### AVAILABLE DATA ###

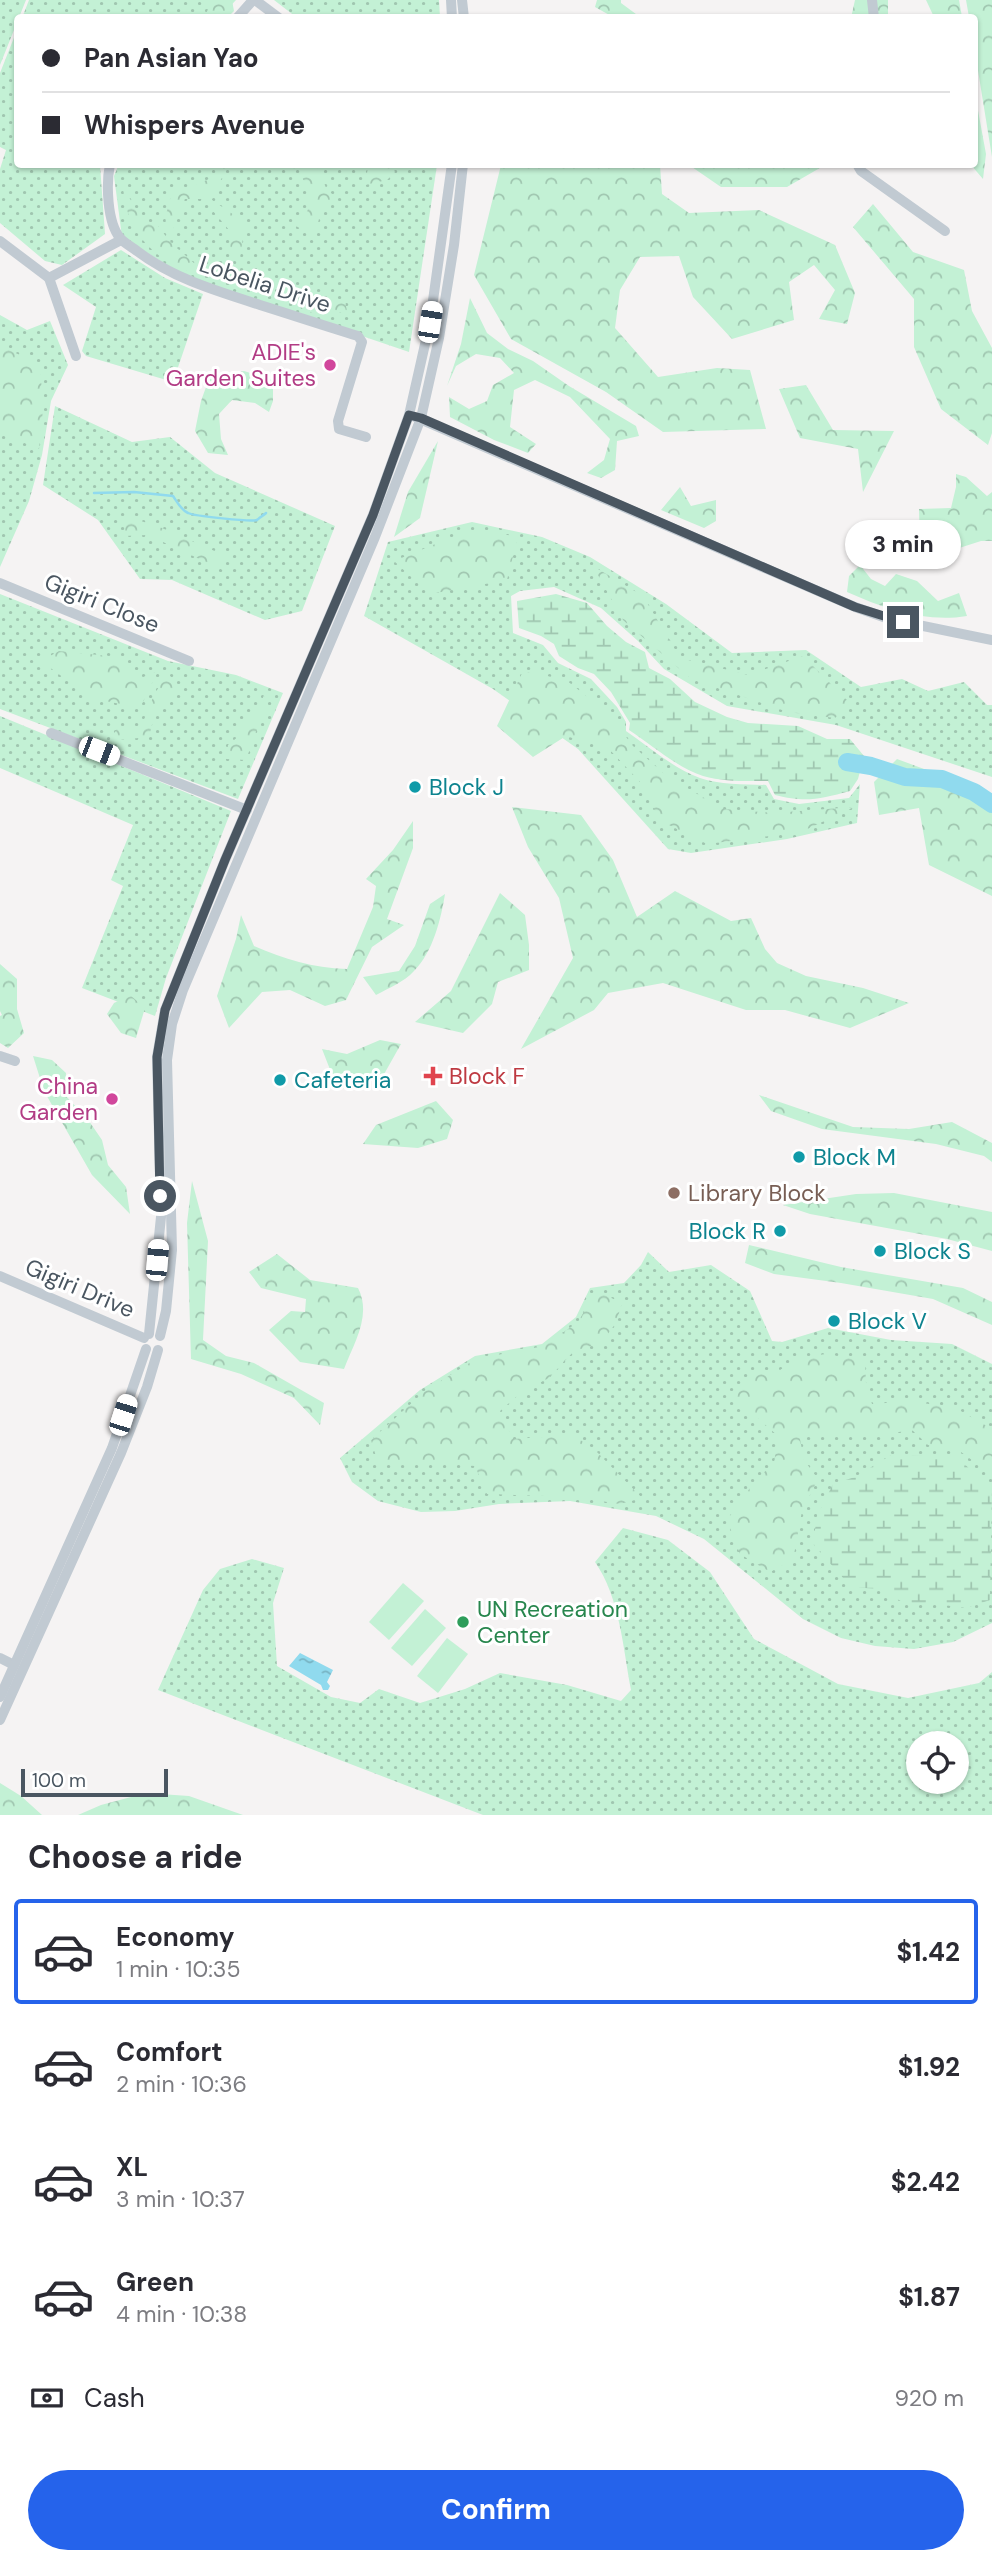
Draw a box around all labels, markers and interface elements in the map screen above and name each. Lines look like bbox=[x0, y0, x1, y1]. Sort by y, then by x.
text: Pan Asian Yao bbox=[84, 41, 259, 75]
text: Whispers Avenue bbox=[84, 108, 305, 142]
street label: Lobelia Drive bbox=[195, 249, 335, 319]
car bbox=[417, 300, 444, 344]
place label: ADIE's Garden Suites bbox=[166, 337, 316, 393]
marker: ADIE's Garden Suites bbox=[322, 357, 338, 373]
callout: 3 min bbox=[845, 520, 961, 570]
text: 3 min bbox=[872, 529, 934, 559]
street label: Gigiri Close bbox=[40, 566, 164, 640]
route end bbox=[887, 606, 919, 638]
car bbox=[76, 734, 123, 768]
place label: Block J bbox=[429, 772, 504, 802]
marker: Block J bbox=[407, 779, 423, 795]
place label: Block F bbox=[449, 1061, 525, 1091]
place label: Cafeteria bbox=[294, 1065, 391, 1095]
marker: Block F bbox=[423, 1066, 443, 1086]
place label: China Garden bbox=[19, 1071, 98, 1127]
marker: Cafeteria bbox=[272, 1072, 288, 1088]
marker: China Garden bbox=[104, 1091, 120, 1107]
place label: Block M bbox=[813, 1142, 896, 1172]
marker: Block M bbox=[791, 1149, 807, 1165]
place label: Library Block bbox=[688, 1178, 826, 1208]
route start bbox=[144, 1180, 176, 1212]
marker: Library Block bbox=[666, 1185, 682, 1201]
place label: Block R bbox=[689, 1216, 766, 1246]
marker: Block R bbox=[772, 1223, 788, 1239]
place label: Block S bbox=[894, 1236, 971, 1266]
car bbox=[145, 1238, 170, 1282]
marker: Block S bbox=[872, 1243, 888, 1259]
street label: Gigiri Drive bbox=[21, 1252, 139, 1324]
place label: Block V bbox=[848, 1306, 927, 1336]
marker: Block V bbox=[826, 1313, 842, 1329]
car bbox=[107, 1392, 140, 1438]
place label: UN Recreation Center bbox=[477, 1594, 628, 1650]
marker: UN Recreation Center bbox=[455, 1614, 471, 1630]
map controls bbox=[906, 1731, 969, 1794]
button: locate bbox=[906, 1731, 969, 1794]
scale bar bbox=[21, 1766, 168, 1798]
text: 100 m bbox=[32, 1768, 86, 1793]
text: Choose a ride bbox=[28, 1836, 243, 1878]
icon: car bbox=[32, 1920, 95, 1983]
text: Economy bbox=[116, 1920, 234, 1954]
text: $1.42 bbox=[896, 1935, 960, 1969]
text: 1 min · 10:35 bbox=[116, 1954, 240, 1984]
icon: car bbox=[32, 2035, 95, 2098]
text: Comfort bbox=[116, 2035, 222, 2069]
text: $1.92 bbox=[898, 2050, 960, 2084]
text: 2 min · 10:36 bbox=[116, 2069, 247, 2099]
icon: car bbox=[32, 2150, 95, 2213]
text: XL bbox=[116, 2150, 148, 2184]
text: $2.42 bbox=[891, 2165, 960, 2199]
text: 3 min · 10:37 bbox=[116, 2184, 245, 2214]
icon: car bbox=[32, 2265, 95, 2328]
text: Green bbox=[116, 2265, 194, 2299]
text: $1.87 bbox=[898, 2280, 960, 2314]
text: 4 min · 10:38 bbox=[116, 2299, 247, 2329]
icon: cash bbox=[28, 2379, 66, 2417]
text: Cash bbox=[84, 2381, 145, 2415]
text: 920 m bbox=[895, 2383, 964, 2413]
button: Confirm bbox=[28, 2470, 964, 2550]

###

EXERCISE BRIEF — Apart from its pictures, the data is to be repeated exactly.

EXERCISE ANSWER —
Draw a box around all labels, markers and interface elements in the map screen above and name each. Lines look like bbox=[x0, y0, x1, y1]. Sort by y, then by x.
text: Pan Asian Yao bbox=[84, 41, 259, 75]
text: Whispers Avenue bbox=[84, 108, 305, 142]
street label: Lobelia Drive bbox=[195, 249, 335, 319]
car bbox=[417, 300, 444, 344]
place label: ADIE's Garden Suites bbox=[166, 337, 316, 393]
marker: ADIE's Garden Suites bbox=[322, 357, 338, 373]
callout: 3 min bbox=[845, 520, 961, 570]
text: 3 min bbox=[872, 529, 934, 559]
street label: Gigiri Close bbox=[40, 566, 164, 640]
route end bbox=[887, 606, 919, 638]
car bbox=[76, 734, 123, 768]
place label: Block J bbox=[429, 772, 504, 802]
marker: Block J bbox=[407, 779, 423, 795]
place label: Block F bbox=[449, 1061, 525, 1091]
place label: Cafeteria bbox=[294, 1065, 391, 1095]
marker: Block F bbox=[423, 1066, 443, 1086]
place label: China Garden bbox=[19, 1071, 98, 1127]
marker: Cafeteria bbox=[272, 1072, 288, 1088]
marker: China Garden bbox=[104, 1091, 120, 1107]
place label: Block M bbox=[813, 1142, 896, 1172]
marker: Block M bbox=[791, 1149, 807, 1165]
place label: Library Block bbox=[688, 1178, 826, 1208]
route start bbox=[144, 1180, 176, 1212]
marker: Library Block bbox=[666, 1185, 682, 1201]
place label: Block R bbox=[689, 1216, 766, 1246]
marker: Block R bbox=[772, 1223, 788, 1239]
place label: Block S bbox=[894, 1236, 971, 1266]
car bbox=[145, 1238, 170, 1282]
marker: Block S bbox=[872, 1243, 888, 1259]
street label: Gigiri Drive bbox=[21, 1252, 139, 1324]
place label: Block V bbox=[848, 1306, 927, 1336]
marker: Block V bbox=[826, 1313, 842, 1329]
car bbox=[107, 1392, 140, 1438]
place label: UN Recreation Center bbox=[477, 1594, 628, 1650]
marker: UN Recreation Center bbox=[455, 1614, 471, 1630]
map controls bbox=[906, 1731, 969, 1794]
button: locate bbox=[906, 1731, 969, 1794]
scale bar bbox=[21, 1766, 168, 1798]
text: 100 m bbox=[32, 1768, 86, 1793]
text: Choose a ride bbox=[28, 1836, 243, 1878]
icon: car bbox=[32, 1920, 95, 1983]
text: Economy bbox=[116, 1920, 234, 1954]
text: $1.42 bbox=[896, 1935, 960, 1969]
text: 1 min · 10:35 bbox=[116, 1954, 240, 1984]
icon: car bbox=[32, 2035, 95, 2098]
text: Comfort bbox=[116, 2035, 222, 2069]
text: $1.92 bbox=[898, 2050, 960, 2084]
text: 2 min · 10:36 bbox=[116, 2069, 247, 2099]
icon: car bbox=[32, 2150, 95, 2213]
text: XL bbox=[116, 2150, 148, 2184]
text: $2.42 bbox=[891, 2165, 960, 2199]
text: 3 min · 10:37 bbox=[116, 2184, 245, 2214]
icon: car bbox=[32, 2265, 95, 2328]
text: Green bbox=[116, 2265, 194, 2299]
text: $1.87 bbox=[898, 2280, 960, 2314]
text: 4 min · 10:38 bbox=[116, 2299, 247, 2329]
icon: cash bbox=[28, 2379, 66, 2417]
text: Cash bbox=[84, 2381, 145, 2415]
text: 920 m bbox=[895, 2383, 964, 2413]
button: Confirm bbox=[28, 2470, 964, 2550]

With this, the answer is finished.